Have you ever wondered why teams that had no business winning a game or a championship actually pull it off? Have you ever thought on paper this team should be winning but they consistently lose? I reflected on this past Super Bowl and attempted to digest what happened on the field. The New England Patriots pulled off a historic win. A team that was down 25 points in one of the biggest games on the world stage wins–how did this happen?
I think the answer is rather simple The New England Patriots have a winning culture. Bill Belichick, when interviewed after the game, said they never felt winning was not achievable. Organizations that have winning cultures believe they can win games that seem impossible. Organizations that have winning cultures have a game plan and stick to it. They may tweak the game plan, but they never lose sight of what has made them successful. Organizations that have winning cultures have winners on their team.

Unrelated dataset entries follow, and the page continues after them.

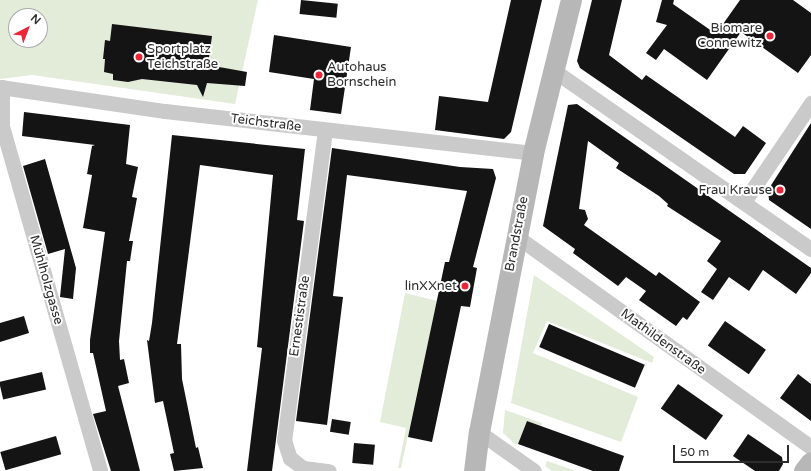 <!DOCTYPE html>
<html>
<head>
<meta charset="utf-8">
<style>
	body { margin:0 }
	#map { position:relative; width:811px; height:471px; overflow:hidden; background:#fff; font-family:"Varela Round",sans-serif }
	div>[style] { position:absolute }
	.green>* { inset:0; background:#e3ebd9 }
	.building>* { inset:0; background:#141414; transform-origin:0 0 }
	.street>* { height:15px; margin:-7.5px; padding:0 7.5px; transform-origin:7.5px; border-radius:7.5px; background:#cacaca }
	.secondary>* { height:21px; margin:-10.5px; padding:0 10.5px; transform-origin:10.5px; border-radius:10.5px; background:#b7b7b7 }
	.dots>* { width:11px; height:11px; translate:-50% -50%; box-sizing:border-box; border:2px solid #fff; border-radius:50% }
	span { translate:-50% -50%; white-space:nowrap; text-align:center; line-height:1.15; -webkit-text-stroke:4px #fff; paint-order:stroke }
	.poi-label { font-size:13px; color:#2d2d2d }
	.right { translate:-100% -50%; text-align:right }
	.left { translate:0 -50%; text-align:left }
	.street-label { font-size:13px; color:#2d2d2d }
	.north { position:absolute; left:8px; top:8px; width:40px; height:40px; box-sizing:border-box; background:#fff; border:1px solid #ababab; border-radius:50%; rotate:42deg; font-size:11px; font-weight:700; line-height:16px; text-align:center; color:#2d2d2d }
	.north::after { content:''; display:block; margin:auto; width:14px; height:18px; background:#ec2639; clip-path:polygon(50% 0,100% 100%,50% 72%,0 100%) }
	.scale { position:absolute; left:673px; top:445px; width:116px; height:18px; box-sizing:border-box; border:2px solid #2d2d2d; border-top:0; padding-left:5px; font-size:12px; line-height:14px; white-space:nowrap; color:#2d2d2d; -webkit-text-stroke:3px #fff; paint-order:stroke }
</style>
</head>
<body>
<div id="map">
	<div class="green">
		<div style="clip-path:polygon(evenodd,0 0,258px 0,235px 104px,32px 75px,0 79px,0 0,16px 16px,40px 16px,40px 40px,16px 40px,16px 16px)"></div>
		<div style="clip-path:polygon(534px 275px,654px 357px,652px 363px,547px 321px,533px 353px,638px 397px,621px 442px,511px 403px)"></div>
		<div style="clip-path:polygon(405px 293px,437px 301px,401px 468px,398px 468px,406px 428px,380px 422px)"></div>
		<div style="clip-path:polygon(505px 410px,542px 423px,541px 426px,527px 421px,518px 444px,516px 445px,503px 433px)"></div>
		<div style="clip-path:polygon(547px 461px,576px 471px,552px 471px,545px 466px)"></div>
	</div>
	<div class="building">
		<div style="left:301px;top:0;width:37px;height:14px;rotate:6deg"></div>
		<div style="clip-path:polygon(511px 0,542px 0,511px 132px,504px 139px,435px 130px,439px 96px,488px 102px)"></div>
		<div style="clip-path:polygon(592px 0,622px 0,609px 55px,642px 80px,646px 75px,735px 137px,743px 126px,766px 143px,745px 174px,734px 174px,580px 68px,577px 61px)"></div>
		<div style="clip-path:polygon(662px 0,674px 0,673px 4px,716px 34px,740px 0,793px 0,811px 13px,811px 55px,798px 73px,741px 32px,707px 80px,664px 49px,656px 60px,646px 53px,667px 25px,656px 22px)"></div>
		<div style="clip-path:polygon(112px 24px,212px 36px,208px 65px,247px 72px,245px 86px,207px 83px,203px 97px,197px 85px,142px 79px,128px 82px,113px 80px,113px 74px,104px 72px,105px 59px,103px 59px,105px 40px,110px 41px)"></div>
		<div style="clip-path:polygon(274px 35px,351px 47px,341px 114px,310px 110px,314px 79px,269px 72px)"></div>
		<div style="clip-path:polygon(577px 104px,811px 268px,811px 273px,796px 294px,763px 270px,749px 291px,729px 277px,713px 300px,701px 292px,717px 269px,707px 261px,721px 241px,667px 206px,668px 204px,659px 196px,616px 168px,619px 163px,588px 141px,579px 209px,585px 210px,588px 219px,584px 225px,656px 276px,659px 272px,700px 302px,687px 320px,683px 317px,676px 326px,639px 300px,646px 291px,626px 277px,618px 286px,573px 253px,575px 249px,543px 226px,568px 105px)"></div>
		<div style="clip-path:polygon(24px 112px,130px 125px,126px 164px,138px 167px,132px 197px,137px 198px,129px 241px,133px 241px,130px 261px,127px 261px,119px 341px,120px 360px,124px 359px,129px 383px,118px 386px,140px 471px,111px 471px,93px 414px,106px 411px,93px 353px,90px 353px,90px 340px,105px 232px,83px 228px,92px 175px,87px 174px,92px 146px,95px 145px,22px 136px)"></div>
		<div style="clip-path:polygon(811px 123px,811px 229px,769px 200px,768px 190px)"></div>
		<div style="clip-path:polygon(172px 135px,305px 149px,297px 220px,304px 221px,272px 471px,247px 471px,262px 348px,257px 347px,273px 175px,200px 165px,177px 344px,181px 344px,182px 379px,196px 448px,198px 447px,203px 468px,174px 471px,170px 454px,174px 453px,163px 401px,155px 403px,147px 340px,149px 341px,152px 323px)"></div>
		<div style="clip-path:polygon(332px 148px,460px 167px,493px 169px,496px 178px,473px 267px,477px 268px,470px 307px,461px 306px,432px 442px,408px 437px,445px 262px,449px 262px,467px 191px,347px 175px,333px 296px,343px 297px,327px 425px,296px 421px)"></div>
		<div style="clip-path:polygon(45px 159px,76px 268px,73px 299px,60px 297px,65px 249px,48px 254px,23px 166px)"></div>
		<div style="clip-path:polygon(24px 316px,29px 333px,0 342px,0 323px)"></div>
		<div style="left:725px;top:321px;width:50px;height:30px;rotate:35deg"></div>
		<div style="left:549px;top:324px;width:104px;height:25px;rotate:23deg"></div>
		<div style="left:42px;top:372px;width:18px;height:44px;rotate:77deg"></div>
		<div style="clip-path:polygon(798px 374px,811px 384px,811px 421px,780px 398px)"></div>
		<div style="left:678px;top:384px;width:55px;height:30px;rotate:35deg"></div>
		<div style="left:332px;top:419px;width:19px;height:13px;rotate:9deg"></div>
		<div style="clip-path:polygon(527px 421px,624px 456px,619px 471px,593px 471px,518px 444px)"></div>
		<div style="clip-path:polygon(748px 434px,782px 457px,783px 464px,779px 471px,755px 471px,733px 456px)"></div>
		<div style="left:56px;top:436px;width:19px;height:58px;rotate:74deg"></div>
		<div style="left:354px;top:443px;width:21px;height:20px;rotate:5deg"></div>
	</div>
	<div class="street">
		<div style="left:553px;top:70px;width:314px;rotate:34.8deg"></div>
		<div style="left:0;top:87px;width:167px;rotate:8.3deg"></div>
		<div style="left:165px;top:111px;width:370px;rotate:6.5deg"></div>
		<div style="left:2px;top:87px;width:39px;rotate:90deg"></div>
		<div style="left:2px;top:126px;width:359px;rotate:74.1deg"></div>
		<div style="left:325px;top:130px;width:313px;rotate:97.5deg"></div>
		<div style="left:284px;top:440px;width:19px;rotate:72deg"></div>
		<div style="left:290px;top:458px;width:16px;rotate:38deg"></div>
		<div style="left:303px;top:468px;width:26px;rotate:7deg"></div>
		<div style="left:744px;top:202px;width:120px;rotate:-55.9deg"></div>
		<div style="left:516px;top:236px;width:363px;rotate:35.6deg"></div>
		<div style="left:479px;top:432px;width:67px;rotate:35.3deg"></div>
	</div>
	<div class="secondary">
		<div style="left:474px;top:471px;width:39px;rotate:-83deg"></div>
		<div style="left:479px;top:432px;width:284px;rotate:-79deg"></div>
		<div style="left:533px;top:153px;width:158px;rotate:-76.1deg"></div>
		<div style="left:804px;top:471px;width:11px;rotate:-52deg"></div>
	</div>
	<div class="dots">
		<div style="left:770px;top:36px;background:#ec2639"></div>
		<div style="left:139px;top:57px;background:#ec2639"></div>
		<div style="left:319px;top:75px;background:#ec2639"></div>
		<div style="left:780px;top:190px;background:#ec2639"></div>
		<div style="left:465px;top:286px;background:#ec2639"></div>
	</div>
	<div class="poi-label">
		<span class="right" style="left:762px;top:36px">Biomare<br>Connewitz</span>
		<span class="left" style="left:147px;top:57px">Sportplatz<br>Teichstraße</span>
		<span class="left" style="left:327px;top:75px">Autohaus<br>Bornschein</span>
		<span class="right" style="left:772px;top:190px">Frau Krause</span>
		<span class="right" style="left:457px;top:286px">linXXnet</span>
	</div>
	<div class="street-label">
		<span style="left:266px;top:123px;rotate:7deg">Teichstraße</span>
		<span style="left:517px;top:234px;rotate:-79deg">Brandstraße</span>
		<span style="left:46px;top:280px;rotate:74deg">Mühlholzgasse</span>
		<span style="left:300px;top:316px;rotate:-82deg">Ernestistraße</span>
		<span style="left:663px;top:342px;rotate:36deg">Mathildenstraße</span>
	</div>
	<div class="north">N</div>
	<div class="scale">50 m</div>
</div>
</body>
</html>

So, what does all this have to do with business? It is plain and simple: businesses that have a winning culture are more successful. They have leaders who set a standard for excellence and are not happy with the status quo. They have employees who believe they can win the business even with tough competition. They have employees who understand and know what it feels like to be successful. They have employees who believe in the mission and the vision and clearly understand how they can impact both.
Now the ultimate question–does your organization have a winning culture? Do you have employees who believe in your mission and vision? Is your staff engaged? Do you have a game plan (strategic plan) and does your staff know how they can impact the plan?
Creating a winning culture is not easy, but it can be achieved. Listed below are a few key steps to developing a winning culture. The first step is to hire the right leadership team. A great team with poor leadership will not promote a winning culture. The second step is to secure a strong team of employees. The third step is to develop a strong strategic plan and develop a disciplined routine to ensure your team sticks to the plan’s implementation. Finally, and maybe the most important step, is to remember that a winning culture is not developed over night and you must stay focused to achieve it.
You may be asking yourself, how do I navigate through the steps outlined above? Here are a few options to consider:
Start by assessing your culture. Ask employees if they can define the key characteristics of your culture. Seek feedback from customers if they could help define your culture. Always remember your culture is defined by how others describe it.
Next, assess your interview process. Are your interview questions tailored to securing strong leaders and employees who will embrace this “winning” culture? Also, evaluate assessment tools that can be used during the interview process. At Decision Associates, we use the Profile XT by Wiley, but there are other assessment tools that can be used.
Finally, review your strategic plan. Is it current? If it is current, do your management team and employees know the strategies and objectives identified in the plan? If it is out of date or if you don’t have a plan, develop a plan.